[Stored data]
• • • •

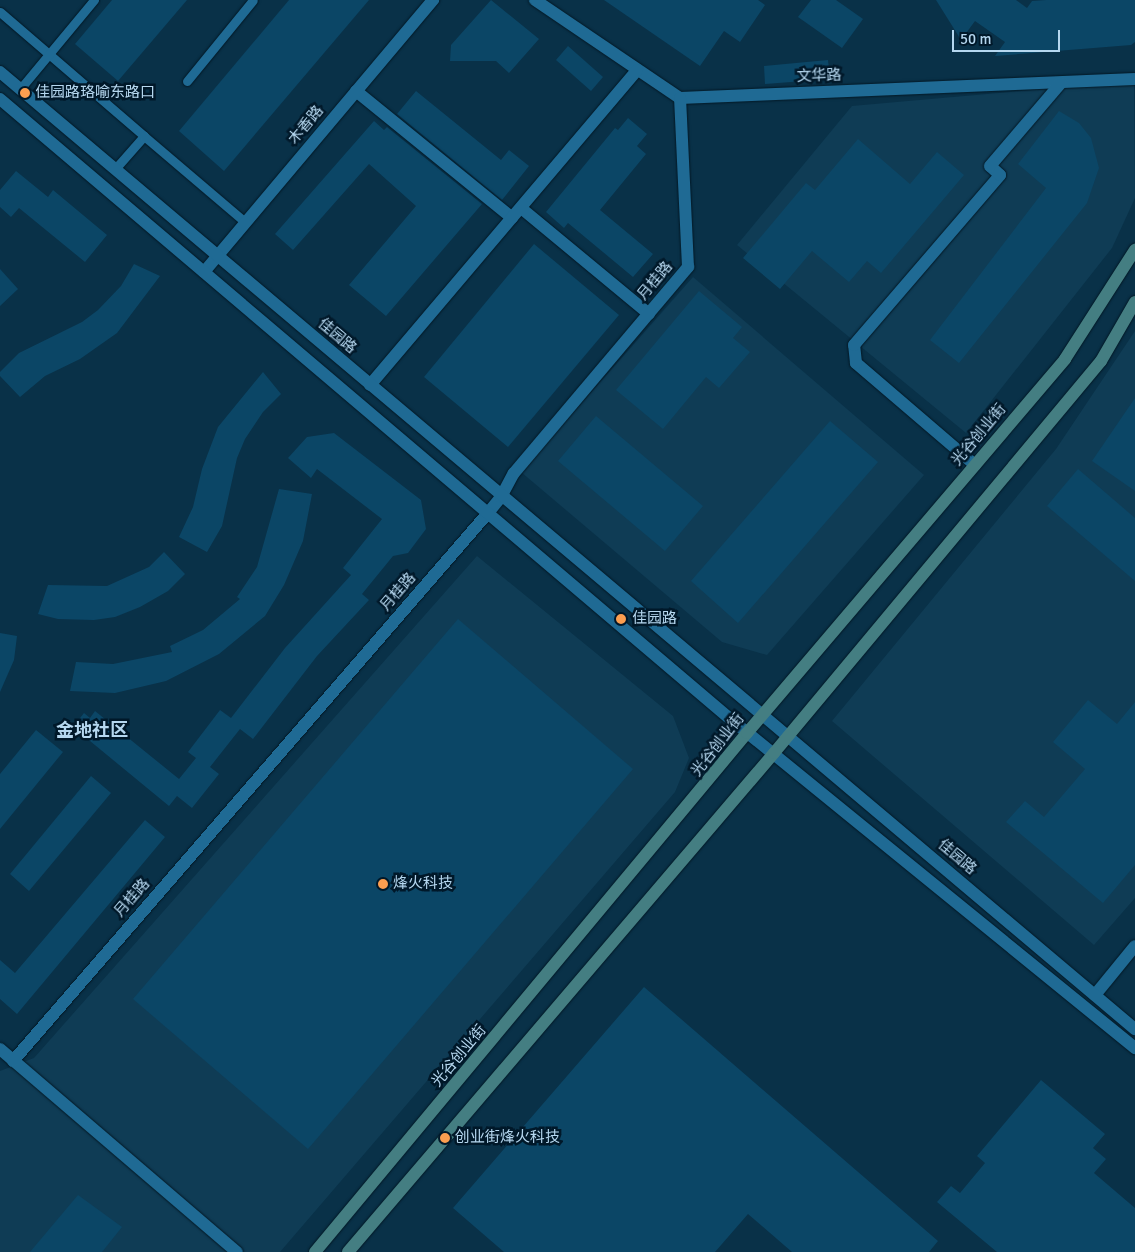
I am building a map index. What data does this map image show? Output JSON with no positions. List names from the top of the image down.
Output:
{
  "streets": {
    "main road": ["光谷创业街"],
    "street": [
      "文华路",
      "木香路",
      "月桂路",
      "佳园路"
    ]
  },
  "crossings": [
    ["文华路", "月桂路"],
    ["木香路", "佳园路"],
    ["月桂路", "佳园路"],
    ["佳园路", "光谷创业街"]
  ],
  "districts": ["金地社区"],
  "places": [
    "佳园路珞喻东路口",
    "佳园路",
    "烽火科技",
    "创业街烽火科技"
  ],
  "scale_bar": "50 m"
}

• • • •

▶ _Task to complete_
All of the data above must be printed exactly, minus its pictures.

▶ _Output of the exercise_
I am building a map index. What data does this map image show? Output JSON with no positions. List names from the top of the image down.
Output:
{
  "streets": {
    "main road": ["光谷创业街"],
    "street": [
      "文华路",
      "木香路",
      "月桂路",
      "佳园路"
    ]
  },
  "crossings": [
    ["文华路", "月桂路"],
    ["木香路", "佳园路"],
    ["月桂路", "佳园路"],
    ["佳园路", "光谷创业街"]
  ],
  "districts": ["金地社区"],
  "places": [
    "佳园路珞喻东路口",
    "佳园路",
    "烽火科技",
    "创业街烽火科技"
  ],
  "scale_bar": "50 m"
}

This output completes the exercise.